About this task =>
Once the line containing "if (halo) context.strokeText(text, 0, 0);" is found in the entries below, reproduce it and every line after it, stopping at and including the line containing "M389,109L421,116L413,152L381,146Z"; reproduce nothing else, and keep each line exact.
================================
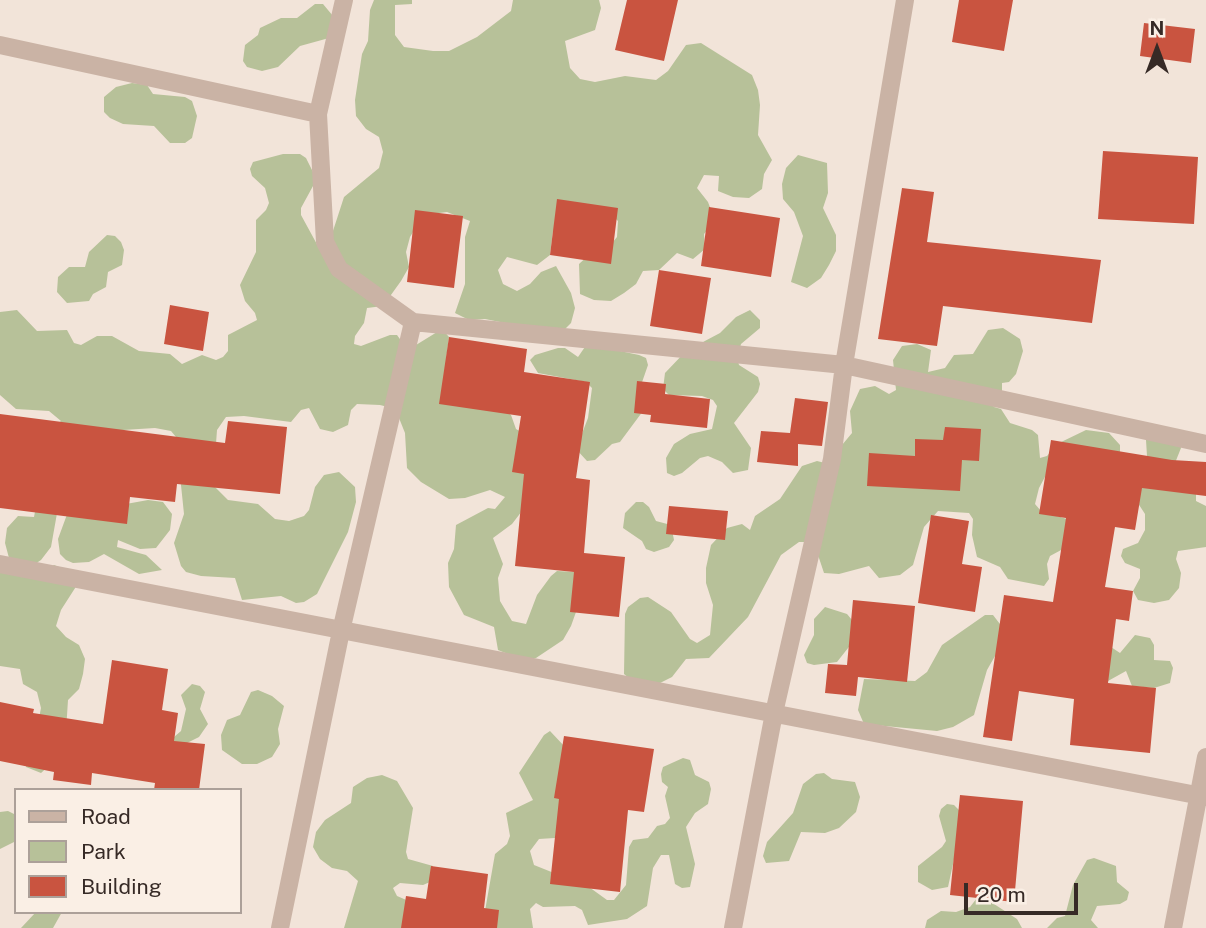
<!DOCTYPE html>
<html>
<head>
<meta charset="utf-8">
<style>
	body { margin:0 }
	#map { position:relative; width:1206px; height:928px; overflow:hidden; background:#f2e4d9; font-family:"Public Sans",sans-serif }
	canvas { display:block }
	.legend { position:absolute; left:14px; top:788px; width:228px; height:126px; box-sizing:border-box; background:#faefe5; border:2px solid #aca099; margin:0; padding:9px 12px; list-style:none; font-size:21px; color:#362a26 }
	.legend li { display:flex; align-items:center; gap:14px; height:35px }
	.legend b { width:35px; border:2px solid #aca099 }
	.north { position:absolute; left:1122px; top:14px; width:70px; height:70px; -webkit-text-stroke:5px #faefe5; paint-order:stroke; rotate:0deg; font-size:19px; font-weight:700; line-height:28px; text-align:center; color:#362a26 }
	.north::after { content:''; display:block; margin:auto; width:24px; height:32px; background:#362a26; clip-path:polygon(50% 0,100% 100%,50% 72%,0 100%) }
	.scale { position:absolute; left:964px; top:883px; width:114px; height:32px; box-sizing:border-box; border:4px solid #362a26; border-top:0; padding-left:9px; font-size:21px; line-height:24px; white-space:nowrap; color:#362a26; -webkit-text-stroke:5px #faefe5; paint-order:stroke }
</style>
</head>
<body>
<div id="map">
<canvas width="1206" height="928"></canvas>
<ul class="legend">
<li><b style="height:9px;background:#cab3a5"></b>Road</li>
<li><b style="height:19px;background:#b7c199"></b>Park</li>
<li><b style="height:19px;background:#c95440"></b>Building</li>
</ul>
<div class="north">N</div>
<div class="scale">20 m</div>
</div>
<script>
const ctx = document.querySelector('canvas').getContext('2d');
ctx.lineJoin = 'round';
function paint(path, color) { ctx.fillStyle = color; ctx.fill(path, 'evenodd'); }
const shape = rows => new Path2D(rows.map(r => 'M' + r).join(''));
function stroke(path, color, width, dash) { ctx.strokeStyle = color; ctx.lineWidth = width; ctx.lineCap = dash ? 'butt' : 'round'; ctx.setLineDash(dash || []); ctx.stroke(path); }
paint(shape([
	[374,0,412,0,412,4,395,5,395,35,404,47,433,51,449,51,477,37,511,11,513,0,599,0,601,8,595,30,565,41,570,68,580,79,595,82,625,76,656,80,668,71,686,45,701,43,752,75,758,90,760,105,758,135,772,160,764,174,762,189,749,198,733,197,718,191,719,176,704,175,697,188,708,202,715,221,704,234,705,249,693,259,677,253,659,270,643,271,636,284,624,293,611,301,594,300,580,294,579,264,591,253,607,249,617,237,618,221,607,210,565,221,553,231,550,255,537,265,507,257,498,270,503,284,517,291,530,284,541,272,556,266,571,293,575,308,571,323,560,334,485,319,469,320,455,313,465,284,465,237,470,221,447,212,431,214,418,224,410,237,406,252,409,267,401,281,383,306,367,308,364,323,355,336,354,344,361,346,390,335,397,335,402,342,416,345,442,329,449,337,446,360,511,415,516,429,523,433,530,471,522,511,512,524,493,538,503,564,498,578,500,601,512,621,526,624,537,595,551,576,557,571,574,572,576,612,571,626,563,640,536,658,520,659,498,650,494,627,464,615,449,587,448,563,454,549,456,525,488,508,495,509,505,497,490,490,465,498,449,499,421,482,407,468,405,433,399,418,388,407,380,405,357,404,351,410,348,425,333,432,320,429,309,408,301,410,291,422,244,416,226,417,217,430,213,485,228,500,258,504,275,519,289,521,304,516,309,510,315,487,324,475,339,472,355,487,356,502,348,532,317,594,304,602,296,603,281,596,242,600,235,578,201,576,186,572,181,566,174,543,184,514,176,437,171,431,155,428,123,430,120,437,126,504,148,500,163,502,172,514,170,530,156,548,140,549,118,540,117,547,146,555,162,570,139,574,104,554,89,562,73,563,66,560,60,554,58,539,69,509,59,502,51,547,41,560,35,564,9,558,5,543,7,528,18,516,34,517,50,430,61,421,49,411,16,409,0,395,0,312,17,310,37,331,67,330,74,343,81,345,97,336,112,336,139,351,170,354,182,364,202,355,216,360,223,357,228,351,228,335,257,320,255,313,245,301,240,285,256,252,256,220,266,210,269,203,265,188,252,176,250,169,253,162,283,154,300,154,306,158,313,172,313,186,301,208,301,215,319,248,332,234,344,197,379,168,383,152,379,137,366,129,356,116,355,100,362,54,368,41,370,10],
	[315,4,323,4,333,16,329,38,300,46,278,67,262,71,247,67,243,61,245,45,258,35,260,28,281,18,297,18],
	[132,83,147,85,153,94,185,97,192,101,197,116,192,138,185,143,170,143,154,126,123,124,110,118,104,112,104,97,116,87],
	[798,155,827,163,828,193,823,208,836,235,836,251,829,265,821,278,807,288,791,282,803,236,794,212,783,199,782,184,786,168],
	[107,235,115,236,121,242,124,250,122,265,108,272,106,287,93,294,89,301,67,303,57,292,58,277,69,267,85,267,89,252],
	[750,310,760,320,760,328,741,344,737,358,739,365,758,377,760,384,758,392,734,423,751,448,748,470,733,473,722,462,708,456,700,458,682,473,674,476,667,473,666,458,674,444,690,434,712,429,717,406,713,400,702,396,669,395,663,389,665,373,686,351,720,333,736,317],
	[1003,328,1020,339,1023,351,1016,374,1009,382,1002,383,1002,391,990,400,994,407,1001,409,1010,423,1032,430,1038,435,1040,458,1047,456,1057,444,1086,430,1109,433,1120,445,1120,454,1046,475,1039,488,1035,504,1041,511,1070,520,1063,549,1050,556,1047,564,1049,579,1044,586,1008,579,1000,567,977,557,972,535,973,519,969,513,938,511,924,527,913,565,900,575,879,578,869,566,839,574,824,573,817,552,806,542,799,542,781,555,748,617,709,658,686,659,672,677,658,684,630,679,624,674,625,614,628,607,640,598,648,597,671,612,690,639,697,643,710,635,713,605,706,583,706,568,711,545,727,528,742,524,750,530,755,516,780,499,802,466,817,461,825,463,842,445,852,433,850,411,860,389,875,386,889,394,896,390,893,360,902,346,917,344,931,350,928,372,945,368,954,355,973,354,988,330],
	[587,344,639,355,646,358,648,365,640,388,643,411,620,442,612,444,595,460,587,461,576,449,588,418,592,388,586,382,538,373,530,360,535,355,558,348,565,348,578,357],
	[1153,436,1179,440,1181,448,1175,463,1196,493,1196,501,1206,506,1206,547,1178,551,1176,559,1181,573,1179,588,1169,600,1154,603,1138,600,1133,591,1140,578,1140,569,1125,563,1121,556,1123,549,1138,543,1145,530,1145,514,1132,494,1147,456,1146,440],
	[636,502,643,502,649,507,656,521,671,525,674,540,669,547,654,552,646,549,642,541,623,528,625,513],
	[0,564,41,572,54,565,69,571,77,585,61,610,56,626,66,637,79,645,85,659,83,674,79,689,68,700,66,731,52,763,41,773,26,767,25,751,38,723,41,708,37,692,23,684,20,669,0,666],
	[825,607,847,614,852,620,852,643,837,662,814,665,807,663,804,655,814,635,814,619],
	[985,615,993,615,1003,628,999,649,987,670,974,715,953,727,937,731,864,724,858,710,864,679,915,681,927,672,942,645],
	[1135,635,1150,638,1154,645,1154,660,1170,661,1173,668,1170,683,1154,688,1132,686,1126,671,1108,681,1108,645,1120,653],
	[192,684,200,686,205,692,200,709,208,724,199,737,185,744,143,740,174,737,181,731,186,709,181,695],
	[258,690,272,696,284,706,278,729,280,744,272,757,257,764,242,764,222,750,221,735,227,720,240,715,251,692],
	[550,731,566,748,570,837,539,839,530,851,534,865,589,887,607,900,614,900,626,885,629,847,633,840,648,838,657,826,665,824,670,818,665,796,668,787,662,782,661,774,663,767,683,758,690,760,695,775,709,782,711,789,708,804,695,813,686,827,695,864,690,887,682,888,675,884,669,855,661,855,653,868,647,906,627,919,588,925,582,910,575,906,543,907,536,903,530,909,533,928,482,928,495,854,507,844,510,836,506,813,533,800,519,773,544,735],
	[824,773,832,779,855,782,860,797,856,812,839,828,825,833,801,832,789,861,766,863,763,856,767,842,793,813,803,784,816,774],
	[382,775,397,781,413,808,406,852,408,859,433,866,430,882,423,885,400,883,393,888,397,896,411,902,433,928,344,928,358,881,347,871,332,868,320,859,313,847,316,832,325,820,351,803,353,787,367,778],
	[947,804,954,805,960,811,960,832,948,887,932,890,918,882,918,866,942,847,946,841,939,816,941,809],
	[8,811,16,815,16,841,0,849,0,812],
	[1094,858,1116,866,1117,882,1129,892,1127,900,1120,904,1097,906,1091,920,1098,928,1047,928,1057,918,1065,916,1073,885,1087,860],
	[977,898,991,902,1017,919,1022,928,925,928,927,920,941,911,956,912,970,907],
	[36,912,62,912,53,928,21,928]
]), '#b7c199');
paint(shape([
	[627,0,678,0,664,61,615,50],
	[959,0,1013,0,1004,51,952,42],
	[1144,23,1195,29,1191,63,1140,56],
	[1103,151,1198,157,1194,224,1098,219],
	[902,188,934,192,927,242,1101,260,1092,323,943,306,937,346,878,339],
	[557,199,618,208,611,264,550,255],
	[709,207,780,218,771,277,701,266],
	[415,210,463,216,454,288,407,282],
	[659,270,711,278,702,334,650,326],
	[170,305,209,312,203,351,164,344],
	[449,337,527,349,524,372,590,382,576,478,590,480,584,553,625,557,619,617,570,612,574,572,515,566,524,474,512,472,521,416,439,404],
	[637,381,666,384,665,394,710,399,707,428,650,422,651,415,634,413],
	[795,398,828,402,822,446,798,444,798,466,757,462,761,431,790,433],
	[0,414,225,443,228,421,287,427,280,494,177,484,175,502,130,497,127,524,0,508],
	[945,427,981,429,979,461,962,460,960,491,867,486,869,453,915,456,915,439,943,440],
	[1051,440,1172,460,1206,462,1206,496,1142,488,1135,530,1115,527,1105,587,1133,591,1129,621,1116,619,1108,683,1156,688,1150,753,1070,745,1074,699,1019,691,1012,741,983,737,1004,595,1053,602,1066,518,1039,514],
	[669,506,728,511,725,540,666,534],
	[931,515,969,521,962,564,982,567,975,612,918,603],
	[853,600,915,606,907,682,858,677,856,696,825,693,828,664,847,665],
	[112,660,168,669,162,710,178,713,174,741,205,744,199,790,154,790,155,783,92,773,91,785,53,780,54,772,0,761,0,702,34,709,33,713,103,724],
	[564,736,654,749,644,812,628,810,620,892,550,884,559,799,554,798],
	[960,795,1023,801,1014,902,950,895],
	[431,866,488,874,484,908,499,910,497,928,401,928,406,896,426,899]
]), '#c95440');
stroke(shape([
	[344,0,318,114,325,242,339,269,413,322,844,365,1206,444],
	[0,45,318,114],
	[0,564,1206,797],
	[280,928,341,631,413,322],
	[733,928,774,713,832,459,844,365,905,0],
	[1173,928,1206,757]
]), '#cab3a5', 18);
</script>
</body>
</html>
================================
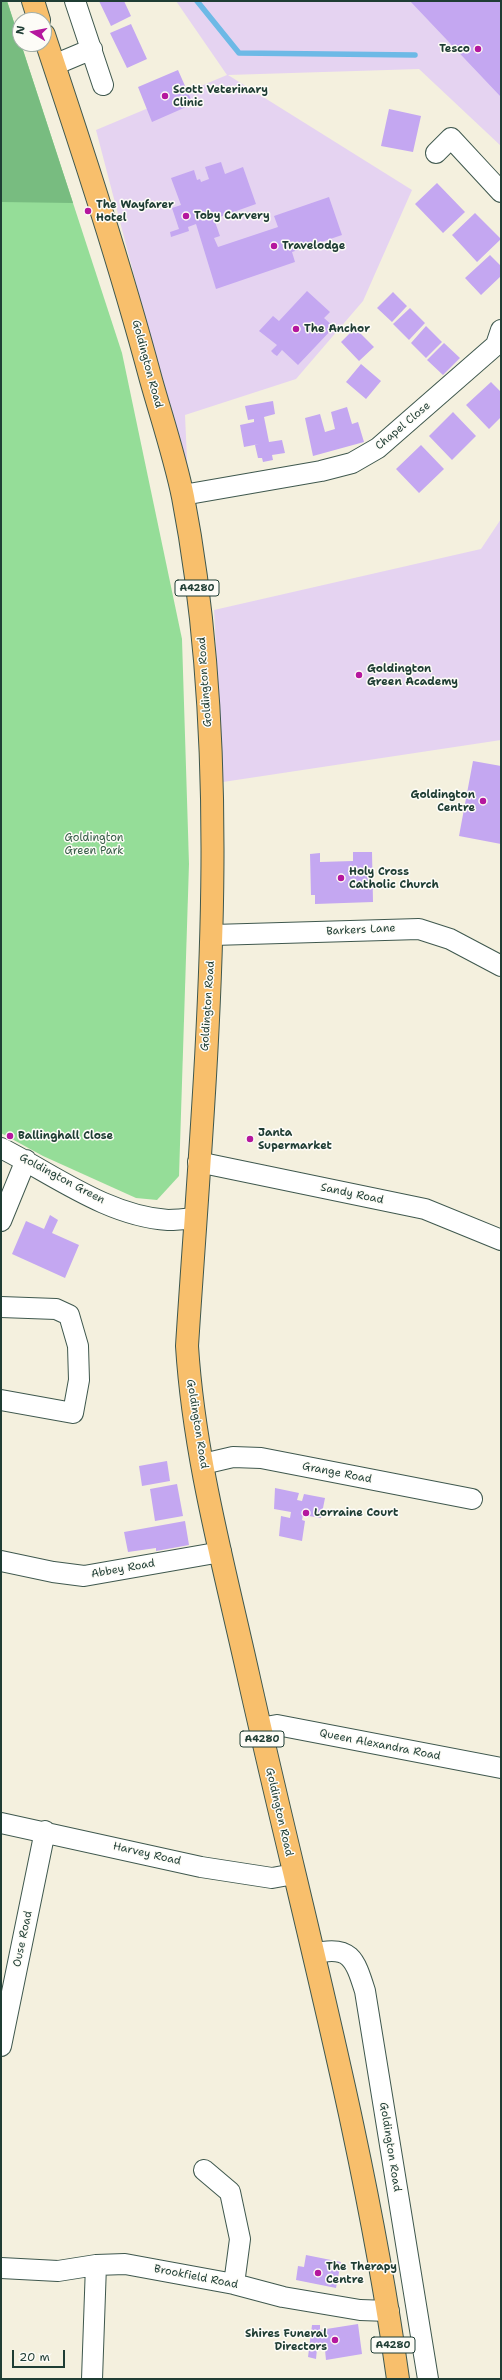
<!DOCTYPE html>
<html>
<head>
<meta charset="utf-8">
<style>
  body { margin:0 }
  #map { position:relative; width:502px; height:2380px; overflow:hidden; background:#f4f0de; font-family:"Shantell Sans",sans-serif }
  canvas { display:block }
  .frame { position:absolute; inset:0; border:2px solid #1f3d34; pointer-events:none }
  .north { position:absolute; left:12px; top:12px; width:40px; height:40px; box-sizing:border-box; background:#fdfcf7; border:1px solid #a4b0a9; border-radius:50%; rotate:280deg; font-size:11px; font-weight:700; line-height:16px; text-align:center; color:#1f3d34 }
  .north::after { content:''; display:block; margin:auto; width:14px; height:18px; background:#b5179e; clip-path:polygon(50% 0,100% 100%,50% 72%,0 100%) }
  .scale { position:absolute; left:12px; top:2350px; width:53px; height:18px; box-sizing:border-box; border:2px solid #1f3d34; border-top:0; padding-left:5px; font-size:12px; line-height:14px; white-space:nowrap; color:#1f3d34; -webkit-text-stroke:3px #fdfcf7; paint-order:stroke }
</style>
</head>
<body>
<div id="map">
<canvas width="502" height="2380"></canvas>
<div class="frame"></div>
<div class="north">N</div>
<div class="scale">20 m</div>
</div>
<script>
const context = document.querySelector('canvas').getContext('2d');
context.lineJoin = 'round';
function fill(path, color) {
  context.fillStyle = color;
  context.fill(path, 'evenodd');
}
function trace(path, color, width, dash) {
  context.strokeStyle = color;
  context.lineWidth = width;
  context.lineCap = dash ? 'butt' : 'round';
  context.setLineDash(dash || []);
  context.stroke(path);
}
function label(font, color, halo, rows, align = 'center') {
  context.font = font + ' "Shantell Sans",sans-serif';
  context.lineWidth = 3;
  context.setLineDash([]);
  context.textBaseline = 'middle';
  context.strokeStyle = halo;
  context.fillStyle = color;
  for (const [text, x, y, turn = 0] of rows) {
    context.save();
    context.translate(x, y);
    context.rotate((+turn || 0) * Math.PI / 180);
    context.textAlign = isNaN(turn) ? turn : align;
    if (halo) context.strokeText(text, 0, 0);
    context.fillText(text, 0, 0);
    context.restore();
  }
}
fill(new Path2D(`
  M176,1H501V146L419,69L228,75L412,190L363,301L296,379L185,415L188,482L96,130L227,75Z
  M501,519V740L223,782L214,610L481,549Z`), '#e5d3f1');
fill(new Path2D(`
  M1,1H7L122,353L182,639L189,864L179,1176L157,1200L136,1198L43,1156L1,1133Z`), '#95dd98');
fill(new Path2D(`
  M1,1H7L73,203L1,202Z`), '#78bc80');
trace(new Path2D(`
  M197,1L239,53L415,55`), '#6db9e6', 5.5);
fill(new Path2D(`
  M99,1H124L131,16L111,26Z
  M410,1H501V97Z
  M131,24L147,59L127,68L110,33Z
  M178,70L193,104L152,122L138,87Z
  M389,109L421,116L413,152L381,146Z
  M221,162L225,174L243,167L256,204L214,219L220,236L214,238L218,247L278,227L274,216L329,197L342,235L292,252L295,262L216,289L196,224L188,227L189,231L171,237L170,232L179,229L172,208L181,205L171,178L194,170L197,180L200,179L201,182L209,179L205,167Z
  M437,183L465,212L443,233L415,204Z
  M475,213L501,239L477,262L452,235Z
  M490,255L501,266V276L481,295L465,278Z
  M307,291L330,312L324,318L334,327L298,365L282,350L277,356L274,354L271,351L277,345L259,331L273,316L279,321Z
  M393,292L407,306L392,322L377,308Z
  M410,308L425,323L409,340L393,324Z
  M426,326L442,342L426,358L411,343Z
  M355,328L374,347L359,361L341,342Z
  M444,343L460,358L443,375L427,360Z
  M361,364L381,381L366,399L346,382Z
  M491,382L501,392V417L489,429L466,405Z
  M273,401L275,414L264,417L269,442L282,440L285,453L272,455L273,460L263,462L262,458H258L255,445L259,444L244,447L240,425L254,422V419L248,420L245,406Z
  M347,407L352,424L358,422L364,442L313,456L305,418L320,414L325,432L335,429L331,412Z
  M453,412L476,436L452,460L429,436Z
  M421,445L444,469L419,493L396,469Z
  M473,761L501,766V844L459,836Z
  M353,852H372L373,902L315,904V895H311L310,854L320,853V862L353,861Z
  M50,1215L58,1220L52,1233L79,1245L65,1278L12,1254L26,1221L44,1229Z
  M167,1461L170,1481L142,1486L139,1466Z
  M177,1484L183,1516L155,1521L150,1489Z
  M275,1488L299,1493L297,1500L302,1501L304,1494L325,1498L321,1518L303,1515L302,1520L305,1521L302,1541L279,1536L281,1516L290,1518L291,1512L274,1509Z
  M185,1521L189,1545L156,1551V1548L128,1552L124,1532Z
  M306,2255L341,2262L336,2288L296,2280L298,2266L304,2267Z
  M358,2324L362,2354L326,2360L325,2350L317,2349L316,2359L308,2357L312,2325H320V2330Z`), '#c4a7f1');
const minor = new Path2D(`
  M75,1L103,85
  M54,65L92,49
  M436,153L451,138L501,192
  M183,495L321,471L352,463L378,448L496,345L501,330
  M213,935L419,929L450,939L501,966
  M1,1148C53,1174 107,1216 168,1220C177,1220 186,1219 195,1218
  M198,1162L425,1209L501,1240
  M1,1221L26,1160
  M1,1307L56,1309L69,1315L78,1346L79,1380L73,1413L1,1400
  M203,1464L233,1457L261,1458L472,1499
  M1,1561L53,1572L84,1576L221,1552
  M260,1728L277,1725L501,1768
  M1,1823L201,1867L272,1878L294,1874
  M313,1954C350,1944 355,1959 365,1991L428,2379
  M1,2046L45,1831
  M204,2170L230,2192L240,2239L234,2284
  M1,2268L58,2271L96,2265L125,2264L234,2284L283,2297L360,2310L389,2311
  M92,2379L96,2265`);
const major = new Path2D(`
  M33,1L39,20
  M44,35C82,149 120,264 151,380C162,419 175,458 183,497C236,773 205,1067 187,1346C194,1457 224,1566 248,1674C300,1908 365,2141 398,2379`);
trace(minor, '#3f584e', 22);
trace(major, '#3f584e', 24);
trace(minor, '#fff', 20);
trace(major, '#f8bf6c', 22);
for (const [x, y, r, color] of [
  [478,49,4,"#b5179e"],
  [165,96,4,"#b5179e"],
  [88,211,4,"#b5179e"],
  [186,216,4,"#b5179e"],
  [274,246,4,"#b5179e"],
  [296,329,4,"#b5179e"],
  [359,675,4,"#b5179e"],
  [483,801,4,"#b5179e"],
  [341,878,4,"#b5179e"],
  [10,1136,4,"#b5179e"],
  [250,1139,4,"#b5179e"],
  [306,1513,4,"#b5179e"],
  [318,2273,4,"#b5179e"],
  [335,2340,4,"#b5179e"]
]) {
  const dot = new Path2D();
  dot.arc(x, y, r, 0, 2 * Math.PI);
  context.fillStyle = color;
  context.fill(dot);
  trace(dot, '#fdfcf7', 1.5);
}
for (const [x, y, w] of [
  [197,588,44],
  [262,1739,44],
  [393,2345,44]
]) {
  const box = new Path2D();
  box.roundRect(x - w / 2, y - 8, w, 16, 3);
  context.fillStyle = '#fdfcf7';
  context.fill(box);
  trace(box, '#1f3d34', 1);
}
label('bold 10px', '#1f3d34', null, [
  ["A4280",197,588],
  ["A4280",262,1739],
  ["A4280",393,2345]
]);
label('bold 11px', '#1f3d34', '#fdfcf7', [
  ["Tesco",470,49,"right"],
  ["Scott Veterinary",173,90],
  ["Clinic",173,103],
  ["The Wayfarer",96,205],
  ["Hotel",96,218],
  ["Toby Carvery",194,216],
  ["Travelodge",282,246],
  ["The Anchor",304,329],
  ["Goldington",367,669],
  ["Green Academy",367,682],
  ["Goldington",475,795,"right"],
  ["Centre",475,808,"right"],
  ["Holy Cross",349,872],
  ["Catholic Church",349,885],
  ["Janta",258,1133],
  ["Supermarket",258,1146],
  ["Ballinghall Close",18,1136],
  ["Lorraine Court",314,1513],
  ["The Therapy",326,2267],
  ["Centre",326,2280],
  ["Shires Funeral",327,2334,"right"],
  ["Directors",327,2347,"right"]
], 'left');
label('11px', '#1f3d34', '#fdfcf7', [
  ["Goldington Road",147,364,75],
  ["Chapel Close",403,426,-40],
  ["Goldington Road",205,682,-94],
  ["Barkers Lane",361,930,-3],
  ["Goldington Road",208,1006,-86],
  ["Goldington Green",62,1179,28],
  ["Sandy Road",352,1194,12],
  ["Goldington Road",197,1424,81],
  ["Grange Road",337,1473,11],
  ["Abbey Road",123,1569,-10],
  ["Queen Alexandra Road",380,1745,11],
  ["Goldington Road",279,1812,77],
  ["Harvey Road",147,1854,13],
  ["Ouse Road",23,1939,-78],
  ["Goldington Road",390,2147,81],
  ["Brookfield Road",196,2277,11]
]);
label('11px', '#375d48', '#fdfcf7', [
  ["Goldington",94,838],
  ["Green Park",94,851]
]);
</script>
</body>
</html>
================================
Solution to the exercise =>
    if (halo) context.strokeText(text, 0, 0);
    context.fillText(text, 0, 0);
    context.restore();
  }
}
fill(new Path2D(`
  M176,1H501V146L419,69L228,75L412,190L363,301L296,379L185,415L188,482L96,130L227,75Z
  M501,519V740L223,782L214,610L481,549Z`), '#e5d3f1');
fill(new Path2D(`
  M1,1H7L122,353L182,639L189,864L179,1176L157,1200L136,1198L43,1156L1,1133Z`), '#95dd98');
fill(new Path2D(`
  M1,1H7L73,203L1,202Z`), '#78bc80');
trace(new Path2D(`
  M197,1L239,53L415,55`), '#6db9e6', 5.5);
fill(new Path2D(`
  M99,1H124L131,16L111,26Z
  M410,1H501V97Z
  M131,24L147,59L127,68L110,33Z
  M178,70L193,104L152,122L138,87Z
  M389,109L421,116L413,152L381,146Z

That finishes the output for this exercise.